The month of May for the UK markets is a well-worn story by now, and Next was one of the many recipients of a post-Tory win boost on May 8th, growth that continued throughout the month as the company closed above £75 for the first time since the day before its full year report in March. A rocky June then saw the stock end the month not much higher than £75 after having fallen to £72.18 by the 10th, whilst the market-wide volatility across July meant on the eve of its Q2 report Next had only managed to briefly sneak near £77.

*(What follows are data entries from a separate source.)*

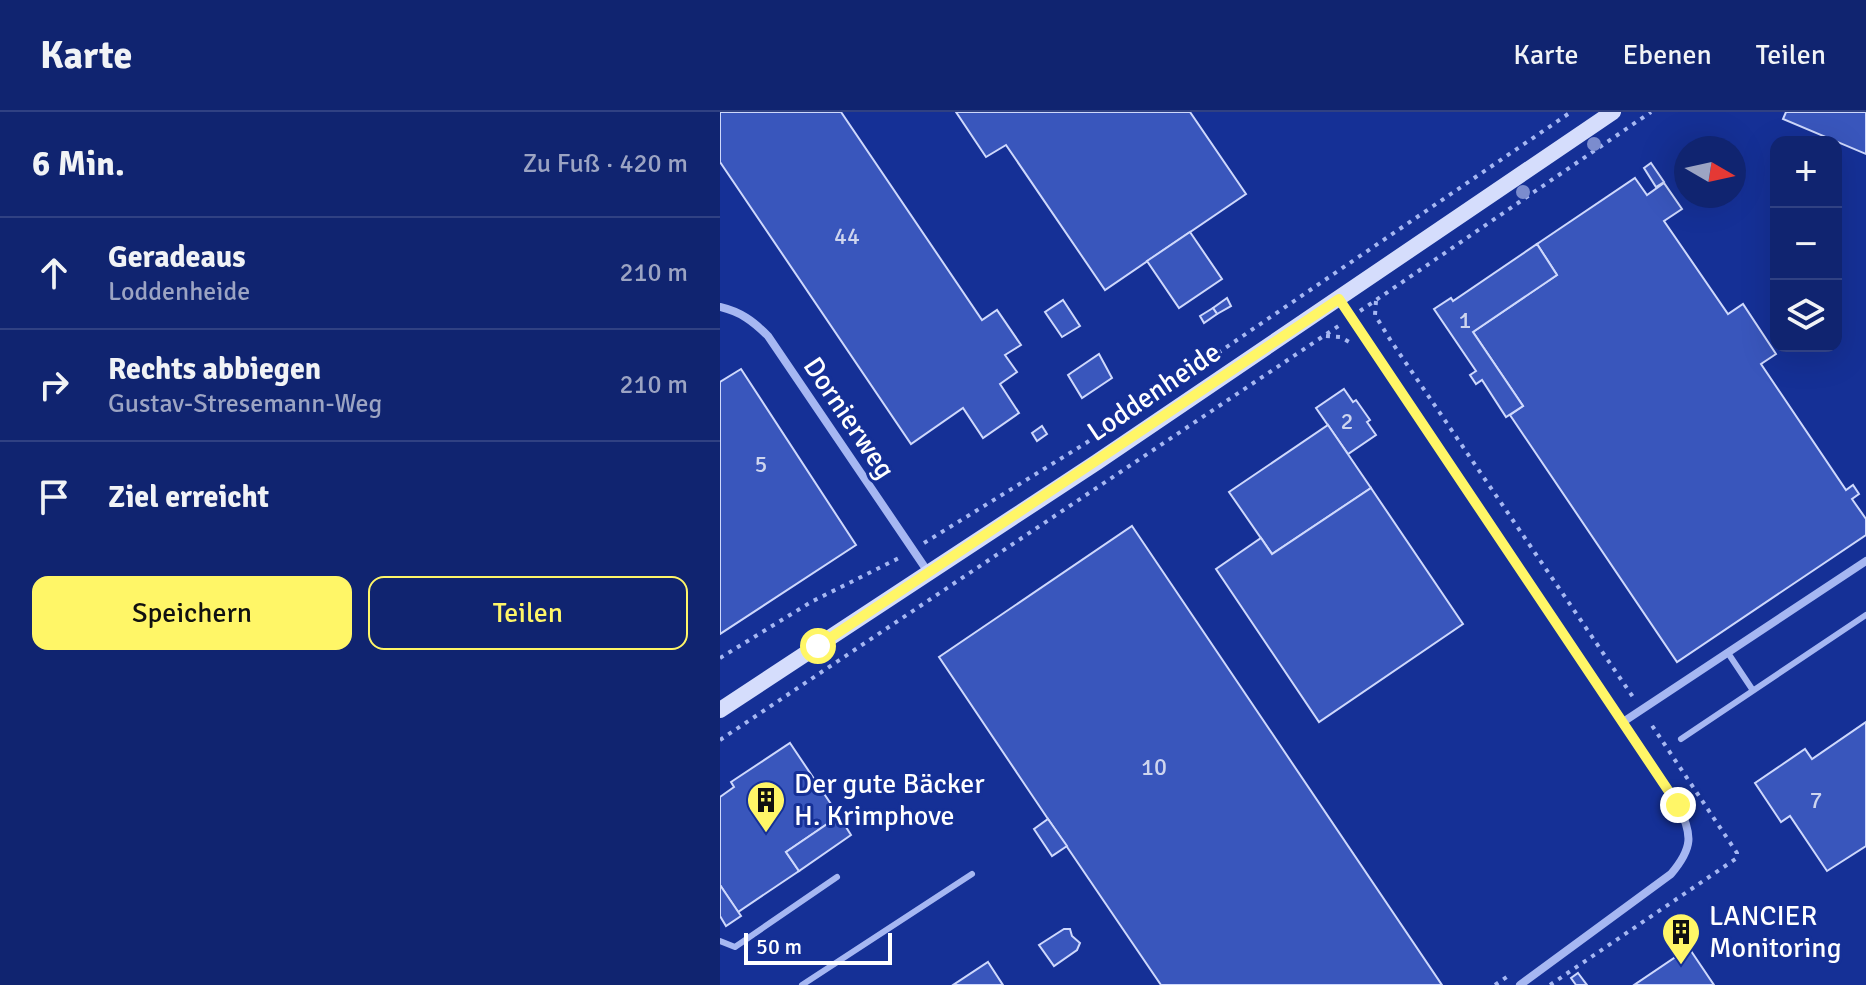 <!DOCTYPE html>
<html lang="de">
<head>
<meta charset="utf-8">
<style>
	:root { --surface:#102470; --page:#192c75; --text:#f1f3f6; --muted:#9ca4c3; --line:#304183; --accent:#fff667 }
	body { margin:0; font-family:Signika,sans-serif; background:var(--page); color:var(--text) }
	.controls { position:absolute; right:24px; top:24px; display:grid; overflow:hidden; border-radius:16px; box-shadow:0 8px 32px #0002 }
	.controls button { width:72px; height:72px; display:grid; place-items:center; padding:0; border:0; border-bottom:2px solid var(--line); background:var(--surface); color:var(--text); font:40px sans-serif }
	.compass { position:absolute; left:954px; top:24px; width:72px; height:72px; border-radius:50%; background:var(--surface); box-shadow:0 8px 32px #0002; rotate:99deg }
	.scale { position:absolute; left:24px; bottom:20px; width:148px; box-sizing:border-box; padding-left:8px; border:4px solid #fff; border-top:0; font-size:22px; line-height:28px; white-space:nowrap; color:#fff; -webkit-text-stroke:6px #153096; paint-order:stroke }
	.stop { position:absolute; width:24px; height:24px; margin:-18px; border:6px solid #fff667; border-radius:50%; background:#fff }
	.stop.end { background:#fff667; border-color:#fff; box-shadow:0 2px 8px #0008 }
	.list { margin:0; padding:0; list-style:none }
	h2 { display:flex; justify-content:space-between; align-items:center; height:104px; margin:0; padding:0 32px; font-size:34px }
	h2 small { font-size:26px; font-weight:400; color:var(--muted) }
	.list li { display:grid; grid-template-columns:52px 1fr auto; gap:24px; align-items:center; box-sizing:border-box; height:112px; padding:0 32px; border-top:2px solid var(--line) }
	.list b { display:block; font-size:30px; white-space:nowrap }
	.list p { margin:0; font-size:26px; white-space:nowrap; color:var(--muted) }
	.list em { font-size:26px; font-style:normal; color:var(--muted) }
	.actions { display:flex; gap:16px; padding:24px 32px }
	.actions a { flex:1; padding:18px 0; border:2px solid var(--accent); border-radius:16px; text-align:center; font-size:28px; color:var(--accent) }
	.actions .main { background:var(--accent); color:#111 }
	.icon { flex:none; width:44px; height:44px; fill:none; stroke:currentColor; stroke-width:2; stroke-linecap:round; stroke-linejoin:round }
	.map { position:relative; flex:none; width:1146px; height:873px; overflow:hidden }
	header { display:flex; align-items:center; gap:48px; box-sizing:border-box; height:112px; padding:0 40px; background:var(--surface); border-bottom:2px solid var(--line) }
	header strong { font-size:38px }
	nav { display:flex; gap:44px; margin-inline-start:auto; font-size:28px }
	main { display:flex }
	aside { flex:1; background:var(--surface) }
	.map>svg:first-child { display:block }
</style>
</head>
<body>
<header>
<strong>Karte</strong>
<nav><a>Karte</a><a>Ebenen</a><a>Teilen</a></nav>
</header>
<main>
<aside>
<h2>6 Min.<small>Zu Fuß · 420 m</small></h2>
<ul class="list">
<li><svg class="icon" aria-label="ahead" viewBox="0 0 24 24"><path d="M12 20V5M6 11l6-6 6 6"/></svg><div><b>Geradeaus</b><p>Loddenheide</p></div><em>210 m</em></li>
<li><svg class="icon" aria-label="right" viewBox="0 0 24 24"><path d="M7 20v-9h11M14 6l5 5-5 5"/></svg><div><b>Rechts abbiegen</b><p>Gustav-Stresemann-Weg</p></div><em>210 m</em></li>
<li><svg class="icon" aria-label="arrive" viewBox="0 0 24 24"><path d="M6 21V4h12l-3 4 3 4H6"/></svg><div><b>Ziel erreicht</b></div></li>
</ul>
<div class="actions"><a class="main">Speichern</a><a>Teilen</a></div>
</aside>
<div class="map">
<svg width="1146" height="873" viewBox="0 0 1146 873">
	<rect width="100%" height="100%" fill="#153096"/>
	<g fill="#3956bc" stroke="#ced8fc" stroke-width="2">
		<polygon points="0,0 121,0 262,208 277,198 301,233 285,243 297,260 280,272 299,301 263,326 243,296 191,332 0,50"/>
		<polygon points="236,0 470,0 526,82 385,178 286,33 266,45"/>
		<polygon points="1066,0 1146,0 1146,42 1063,7"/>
		<polygon points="931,51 944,70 936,75 924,56"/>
		<polygon points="915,66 927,83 944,71 962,97 944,109 1008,202 1023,192 1056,242 1041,252 1126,378 1133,373 1139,382 1132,387 1146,407 1146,423 957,550 790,303 803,294 753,220 837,163 817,132"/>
		<polygon points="470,120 502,167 459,196 427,149"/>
		<polygon points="817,132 837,163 753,220 803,294 786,305 762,268 756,272 750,263 756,259 714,197 731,186 733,189"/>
		<polygon points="507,186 511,194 497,202 493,196"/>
		<polygon points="343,188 360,214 342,225 325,200"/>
		<polygon points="493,196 497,202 484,211 480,204"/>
		<polygon points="379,242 392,266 362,286 348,263"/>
		<polygon points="21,257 136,433 0,522 0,270"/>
		<polygon points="624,277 633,290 636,288 650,308 647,310 656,323 628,342 596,296"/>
		<polygon points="608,313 651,376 552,442 509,380"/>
		<polygon points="322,314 327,322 317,329 312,321"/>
		<polygon points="651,376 743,512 599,610 496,457 541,426 552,442"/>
		<polygon points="412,414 722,873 441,873 328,707 219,545"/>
		<polygon points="1146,610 1146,734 1107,759 1070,704 1061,710 1035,671 1085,637 1092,647"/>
		<polygon points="70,631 119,704 66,740 79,759 18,800 0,773 0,685 14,675 11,670"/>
		<polygon points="119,704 131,723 79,759 66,740"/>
		<polygon points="328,707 347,734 332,744 314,717"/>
		<polygon points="0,773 21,804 6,814 0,804"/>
		<polygon points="344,817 350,817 352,824 360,831 357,838 334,854 319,833"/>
		<polygon points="969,836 994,873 914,873"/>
		<polygon points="268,850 283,873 233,873"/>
		<polygon points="858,861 867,873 856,873 851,866"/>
	</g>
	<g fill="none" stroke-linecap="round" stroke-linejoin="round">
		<g stroke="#a6b7f2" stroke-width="4" stroke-dasharray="4 6" stroke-linecap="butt">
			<polyline points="656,189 655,203 671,229 915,588"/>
			<polyline points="640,199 931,0"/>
			<polyline points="606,224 620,225 631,231"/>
			<polyline points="204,431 366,331 851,0"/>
			<polyline points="0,546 91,490 183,444"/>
			<polyline points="0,628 623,211"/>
			<polyline points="775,873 791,862"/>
			<polyline points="830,873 1017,746 1017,741 929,609"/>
		</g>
		<g stroke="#a6b7f2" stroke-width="6">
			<polyline points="1008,541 1032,577"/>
			<polyline points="961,627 1146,503"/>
			<polyline points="0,829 15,835 117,765"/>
			<polyline points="82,873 252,762"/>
		</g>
		<g stroke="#a6b7f2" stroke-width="8">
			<path d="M619,187L958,693C973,723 973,736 951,762L800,873"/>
			<path d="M0,195C21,200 33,209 48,224L208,460"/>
			<polyline points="903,610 1146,449"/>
		</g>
		<polyline stroke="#d5ddfc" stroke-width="16" points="0,598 377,350 893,0"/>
	</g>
	<g fill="#7b8cce">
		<circle cx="874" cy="32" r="7"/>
		<circle cx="803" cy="80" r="7"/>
	</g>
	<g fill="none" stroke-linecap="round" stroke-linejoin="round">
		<polyline stroke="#fff667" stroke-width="10" points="98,534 619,187 958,693"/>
	</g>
	<defs>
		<g id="building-pin" transform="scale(2)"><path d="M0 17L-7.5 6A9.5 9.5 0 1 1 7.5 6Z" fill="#fff667" stroke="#153096"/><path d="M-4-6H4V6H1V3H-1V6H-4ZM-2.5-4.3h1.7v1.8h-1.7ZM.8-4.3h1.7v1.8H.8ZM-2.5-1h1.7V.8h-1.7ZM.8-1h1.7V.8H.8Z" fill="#111"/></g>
	</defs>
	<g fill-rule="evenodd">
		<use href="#building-pin" x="46" y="688"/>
		<use href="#building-pin" x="961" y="820"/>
	</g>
	<g text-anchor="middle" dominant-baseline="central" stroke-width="6" stroke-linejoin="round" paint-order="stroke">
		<g font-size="24" fill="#ced5ee">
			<text x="127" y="124">44</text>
			<text x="745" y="208">1</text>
			<text x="627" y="309">2</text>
			<text x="41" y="352">5</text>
			<text x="434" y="655">10</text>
			<text x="1096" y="688">7</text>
		</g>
		<g font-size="28" fill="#fff" stroke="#153096">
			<text transform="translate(434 280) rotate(-34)">Loddenheide</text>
			<text transform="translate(129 306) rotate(56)">Dornierweg</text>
		</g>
		<g font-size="28" fill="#fff" stroke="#153096" text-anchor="start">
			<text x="74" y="672">Der gute Bäcker<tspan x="74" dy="32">H. Krimphove</tspan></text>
			<text x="989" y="804">LANCIER<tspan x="989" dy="32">Monitoring</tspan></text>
		</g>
	</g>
</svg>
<div class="controls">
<button>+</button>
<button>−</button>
<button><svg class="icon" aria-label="layers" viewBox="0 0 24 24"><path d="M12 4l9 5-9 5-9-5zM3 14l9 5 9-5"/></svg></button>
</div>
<svg class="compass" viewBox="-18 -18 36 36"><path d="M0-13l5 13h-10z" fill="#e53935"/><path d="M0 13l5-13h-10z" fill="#9ca4c3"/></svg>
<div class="scale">50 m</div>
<div class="stop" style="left:98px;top:534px"></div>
<div class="stop end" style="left:958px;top:693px"></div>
</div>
</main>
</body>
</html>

Yet Next was in luck; like its Q1 report, the company’s second quarter figures impressed investors, with a 3.3% increase in total sales (with the online/Directory division once again outshining the company’s brick-and-mortar sales) and an upwards revision of its full year sales forecasts to 3.5% to 6% from 1.5% to 5.5%. This statement gave Next a stellar start to August, and culminated in a 2015 (and all-time) high of £81.65 by the middle of the month. Of course, Next couldn’t escape unscathed from the recent market volatility (as well as a ratings cut from Credit Suisse), and after at one point hitting a low of £72.90 is at a current trading price of £75.75 (IT-Finance.com, 09/09/2015).
Next has a consensus rating of ‘Hold’ and an average target price of £74.79.